Franco Castrezzati

Chi muore alle soglie dei 100 anni, come Franco Castrezzati – storico segretario generale della FIM e poi della CISL di Brescia – vuol dire che ha avuto una salute di ferro. Lui, di ferro, ha avuto anche il carattere. Con due segni identitari che andavano molto d’accordo tra loro: la combattività e la modestia.

E’ stato partigiano, ha patito il carcere, non ha perso la fede nella libertà e nella democrazia partecipata. Con la stessa grinta, è stato sindacalista in terra lombarda quando le fabbriche erano caserme, luogo di sofferenza e di alienazione della dignità umana. Ha guidato lotte formidabili di operai ai quali ha dato il senso della realizzabilità dei sogni, dando gambe a quel “sindacato nuovo” ideato dai padri fondatori ma che fino ad allora poco camminava.

C’è voluta tutta la capacità persuasiva di Pierre Carniti per farlo desistere dal continuare in solitaria la lotta dei bresciani per un rinnovo del contratto di lavoro dei metalmeccanici nel 1966, del quale non gli piaceva la mediazione conclusiva. Normale dialettica in tempo di grandi battaglie sindacali, ma si volevano un bene matto e la riconciliazione avvenne senza parole, solo con un abbraccio.

Non si è mai allontanato dalla sua Brescia. E’ stato anche segretario nazionale Fim per un breve periodo nei primi anni Sessanta, ma senza sradicarsi dal territorio. Sindacalista di popolo, è stato molto amato da operai e attivisti. L’affetto e la stima se li è conquistati e in seguito conservati anche per la modestia con cui ha vissuto tutte le vicende sindacali, sociali e politiche che lo hanno visto come protagonista. Poteva riempirsi il petto di medaglie per quanto bene aveva fatto per i più deboli.

Invece, non se n’è fatto mai un vanto essere diventato famoso, suo malgrado, in tutta l’Italia, una mattina di maggio, il 28 del 1974. Non a caso era lui a fare il discorso principale nella grande Piazza della Loggia, quando una mano fascista fece esplodere una bomba messa in un cestino della carta, facendo 8 morti e 120 feriti.

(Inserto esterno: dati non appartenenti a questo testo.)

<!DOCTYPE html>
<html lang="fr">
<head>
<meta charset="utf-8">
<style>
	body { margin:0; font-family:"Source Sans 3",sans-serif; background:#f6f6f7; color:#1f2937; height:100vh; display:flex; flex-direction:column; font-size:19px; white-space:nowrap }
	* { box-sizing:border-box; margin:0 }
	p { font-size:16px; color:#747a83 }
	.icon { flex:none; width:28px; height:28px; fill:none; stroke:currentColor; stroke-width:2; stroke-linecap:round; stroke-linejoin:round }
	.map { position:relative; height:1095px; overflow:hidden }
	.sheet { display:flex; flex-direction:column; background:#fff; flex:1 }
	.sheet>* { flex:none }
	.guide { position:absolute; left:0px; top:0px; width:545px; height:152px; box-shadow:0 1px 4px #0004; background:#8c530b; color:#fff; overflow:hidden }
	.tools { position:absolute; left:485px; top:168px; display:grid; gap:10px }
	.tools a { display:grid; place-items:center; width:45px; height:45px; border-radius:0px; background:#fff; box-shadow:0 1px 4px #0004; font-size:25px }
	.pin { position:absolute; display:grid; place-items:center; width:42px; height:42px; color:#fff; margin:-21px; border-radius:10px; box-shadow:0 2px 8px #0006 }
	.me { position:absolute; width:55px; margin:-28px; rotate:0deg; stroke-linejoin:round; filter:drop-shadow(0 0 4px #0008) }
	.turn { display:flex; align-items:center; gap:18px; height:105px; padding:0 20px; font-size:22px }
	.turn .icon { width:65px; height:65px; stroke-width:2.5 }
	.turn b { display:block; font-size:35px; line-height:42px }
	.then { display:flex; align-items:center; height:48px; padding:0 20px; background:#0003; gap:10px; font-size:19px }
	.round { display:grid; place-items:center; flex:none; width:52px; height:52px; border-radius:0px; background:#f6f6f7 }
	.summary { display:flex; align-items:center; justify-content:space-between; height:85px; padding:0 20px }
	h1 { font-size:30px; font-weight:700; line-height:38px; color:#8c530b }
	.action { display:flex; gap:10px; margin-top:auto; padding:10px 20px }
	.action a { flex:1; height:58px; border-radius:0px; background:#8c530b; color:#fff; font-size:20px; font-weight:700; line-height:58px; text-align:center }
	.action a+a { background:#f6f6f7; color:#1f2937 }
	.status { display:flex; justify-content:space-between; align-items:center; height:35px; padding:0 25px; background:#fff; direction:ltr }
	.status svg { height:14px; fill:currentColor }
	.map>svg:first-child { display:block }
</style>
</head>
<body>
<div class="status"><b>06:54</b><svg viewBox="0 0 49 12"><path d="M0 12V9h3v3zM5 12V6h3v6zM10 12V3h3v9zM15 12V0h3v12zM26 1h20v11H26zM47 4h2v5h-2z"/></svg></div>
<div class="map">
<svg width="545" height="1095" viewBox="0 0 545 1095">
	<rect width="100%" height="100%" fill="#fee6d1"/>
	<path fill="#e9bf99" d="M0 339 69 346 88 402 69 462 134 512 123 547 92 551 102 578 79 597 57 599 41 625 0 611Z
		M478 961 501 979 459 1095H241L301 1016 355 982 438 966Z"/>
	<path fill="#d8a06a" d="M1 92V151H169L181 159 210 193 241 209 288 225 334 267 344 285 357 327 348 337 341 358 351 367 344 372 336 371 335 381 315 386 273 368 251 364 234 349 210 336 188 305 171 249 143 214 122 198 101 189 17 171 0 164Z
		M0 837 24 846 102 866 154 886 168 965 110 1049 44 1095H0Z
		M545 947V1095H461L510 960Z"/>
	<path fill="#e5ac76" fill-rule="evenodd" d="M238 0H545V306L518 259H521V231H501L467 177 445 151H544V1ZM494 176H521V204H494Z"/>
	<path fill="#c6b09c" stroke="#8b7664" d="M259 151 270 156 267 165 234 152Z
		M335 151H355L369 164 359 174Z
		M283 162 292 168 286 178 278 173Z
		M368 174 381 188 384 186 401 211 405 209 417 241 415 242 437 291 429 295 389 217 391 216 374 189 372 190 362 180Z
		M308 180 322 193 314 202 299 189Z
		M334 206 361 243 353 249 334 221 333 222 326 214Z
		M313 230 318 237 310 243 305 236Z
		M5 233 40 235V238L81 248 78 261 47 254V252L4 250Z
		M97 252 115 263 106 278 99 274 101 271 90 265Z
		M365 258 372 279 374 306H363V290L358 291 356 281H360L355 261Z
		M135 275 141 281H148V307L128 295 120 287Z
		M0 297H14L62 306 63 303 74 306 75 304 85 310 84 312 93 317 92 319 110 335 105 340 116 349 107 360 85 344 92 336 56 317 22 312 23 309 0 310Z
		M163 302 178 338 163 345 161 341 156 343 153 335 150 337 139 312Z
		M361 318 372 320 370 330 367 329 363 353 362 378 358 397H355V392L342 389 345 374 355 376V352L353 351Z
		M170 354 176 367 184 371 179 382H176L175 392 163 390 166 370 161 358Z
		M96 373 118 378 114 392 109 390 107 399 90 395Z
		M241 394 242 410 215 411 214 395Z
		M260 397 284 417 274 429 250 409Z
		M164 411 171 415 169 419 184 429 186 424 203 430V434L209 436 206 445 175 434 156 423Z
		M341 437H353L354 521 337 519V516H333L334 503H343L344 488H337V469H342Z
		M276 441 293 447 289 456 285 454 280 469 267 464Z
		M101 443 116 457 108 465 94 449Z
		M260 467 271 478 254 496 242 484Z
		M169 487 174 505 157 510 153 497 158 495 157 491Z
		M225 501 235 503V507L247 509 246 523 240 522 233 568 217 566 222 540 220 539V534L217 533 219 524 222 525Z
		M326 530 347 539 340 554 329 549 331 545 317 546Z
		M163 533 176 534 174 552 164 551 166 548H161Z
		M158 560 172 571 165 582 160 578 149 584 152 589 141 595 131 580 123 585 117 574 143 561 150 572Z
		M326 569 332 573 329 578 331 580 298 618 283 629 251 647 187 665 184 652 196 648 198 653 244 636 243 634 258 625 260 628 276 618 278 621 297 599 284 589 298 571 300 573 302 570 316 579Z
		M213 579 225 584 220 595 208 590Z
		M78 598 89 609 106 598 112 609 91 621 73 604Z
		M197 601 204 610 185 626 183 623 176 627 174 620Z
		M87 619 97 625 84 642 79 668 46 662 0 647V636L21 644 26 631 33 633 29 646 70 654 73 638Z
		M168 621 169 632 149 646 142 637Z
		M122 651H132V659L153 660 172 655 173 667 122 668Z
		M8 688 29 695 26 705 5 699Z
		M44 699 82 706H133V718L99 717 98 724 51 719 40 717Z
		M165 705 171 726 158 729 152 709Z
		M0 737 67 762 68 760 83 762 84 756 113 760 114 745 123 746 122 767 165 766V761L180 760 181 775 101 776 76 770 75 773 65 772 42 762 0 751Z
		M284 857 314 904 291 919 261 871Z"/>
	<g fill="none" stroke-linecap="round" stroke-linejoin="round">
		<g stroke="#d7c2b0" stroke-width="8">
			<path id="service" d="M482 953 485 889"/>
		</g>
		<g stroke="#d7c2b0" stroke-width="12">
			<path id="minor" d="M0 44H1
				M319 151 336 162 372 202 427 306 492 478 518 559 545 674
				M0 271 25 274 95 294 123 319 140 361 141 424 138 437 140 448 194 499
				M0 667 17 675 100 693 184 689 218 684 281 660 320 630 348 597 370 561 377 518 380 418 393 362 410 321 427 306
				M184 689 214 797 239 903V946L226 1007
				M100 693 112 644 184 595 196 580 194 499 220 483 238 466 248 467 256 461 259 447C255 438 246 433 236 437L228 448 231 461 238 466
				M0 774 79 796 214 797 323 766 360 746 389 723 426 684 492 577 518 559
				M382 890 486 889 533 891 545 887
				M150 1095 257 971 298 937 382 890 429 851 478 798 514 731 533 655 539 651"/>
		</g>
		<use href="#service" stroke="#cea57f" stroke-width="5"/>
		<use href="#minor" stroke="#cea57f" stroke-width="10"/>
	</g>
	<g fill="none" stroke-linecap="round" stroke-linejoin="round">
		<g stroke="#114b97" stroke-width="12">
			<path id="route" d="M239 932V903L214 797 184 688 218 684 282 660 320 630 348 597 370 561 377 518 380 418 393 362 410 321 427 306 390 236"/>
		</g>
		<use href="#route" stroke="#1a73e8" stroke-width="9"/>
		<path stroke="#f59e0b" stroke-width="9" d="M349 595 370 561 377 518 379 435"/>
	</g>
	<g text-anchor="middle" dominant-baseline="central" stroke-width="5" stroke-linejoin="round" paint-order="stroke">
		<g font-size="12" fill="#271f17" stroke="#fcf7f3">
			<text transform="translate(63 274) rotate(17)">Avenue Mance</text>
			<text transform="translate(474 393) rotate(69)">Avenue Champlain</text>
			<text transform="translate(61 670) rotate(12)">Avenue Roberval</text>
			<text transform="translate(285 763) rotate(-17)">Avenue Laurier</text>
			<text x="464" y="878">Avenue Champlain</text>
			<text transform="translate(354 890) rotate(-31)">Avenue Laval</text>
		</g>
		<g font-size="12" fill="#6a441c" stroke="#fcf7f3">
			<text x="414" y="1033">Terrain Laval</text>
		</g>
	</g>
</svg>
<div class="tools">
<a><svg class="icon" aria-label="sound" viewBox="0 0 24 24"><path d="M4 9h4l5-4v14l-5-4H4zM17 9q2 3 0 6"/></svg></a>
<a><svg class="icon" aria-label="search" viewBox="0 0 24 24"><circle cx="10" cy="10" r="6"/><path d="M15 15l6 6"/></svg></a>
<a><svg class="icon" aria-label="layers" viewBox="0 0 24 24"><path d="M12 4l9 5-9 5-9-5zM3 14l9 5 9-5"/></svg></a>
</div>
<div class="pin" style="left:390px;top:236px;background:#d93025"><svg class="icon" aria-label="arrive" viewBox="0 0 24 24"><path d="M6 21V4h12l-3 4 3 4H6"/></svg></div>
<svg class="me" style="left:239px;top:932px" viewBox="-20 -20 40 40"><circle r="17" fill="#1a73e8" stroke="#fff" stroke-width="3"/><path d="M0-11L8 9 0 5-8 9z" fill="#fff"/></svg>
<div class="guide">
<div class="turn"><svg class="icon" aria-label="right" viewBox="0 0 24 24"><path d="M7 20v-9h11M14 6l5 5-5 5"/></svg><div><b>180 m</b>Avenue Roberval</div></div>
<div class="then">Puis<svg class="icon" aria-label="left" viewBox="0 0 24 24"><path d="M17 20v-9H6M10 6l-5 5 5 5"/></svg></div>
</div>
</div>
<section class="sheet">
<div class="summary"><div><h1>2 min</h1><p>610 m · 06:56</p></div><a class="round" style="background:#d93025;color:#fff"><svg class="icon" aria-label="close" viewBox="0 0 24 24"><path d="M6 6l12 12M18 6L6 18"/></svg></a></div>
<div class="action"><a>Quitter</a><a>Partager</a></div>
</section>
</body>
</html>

Non era soltanto il sindacalista più autorevole della città, ma anche l’uomo più apprezzato perché le sue parole non erano retorica d’occasione ma pesavano sempre di sapienza sociale e di capacità di visione futura.

Chi l’ha conosciuto può dichiararsi fortunato. Chi non lo ha conosciuto farebbe bene a raccogliere la sua memoria. L’uno e l’altro potranno trovare sempre nel suo ricordo la forza di contribuire a realizzare un mondo di fratellanza e di uguaglianza tra le persone e tra i popoli.

La Fondazione Pierre Carniti lo ricorda con affetto e gratitudine e si unisce al cordoglio dei familiari e di tutta la comunità dei metalmeccanici e cislina.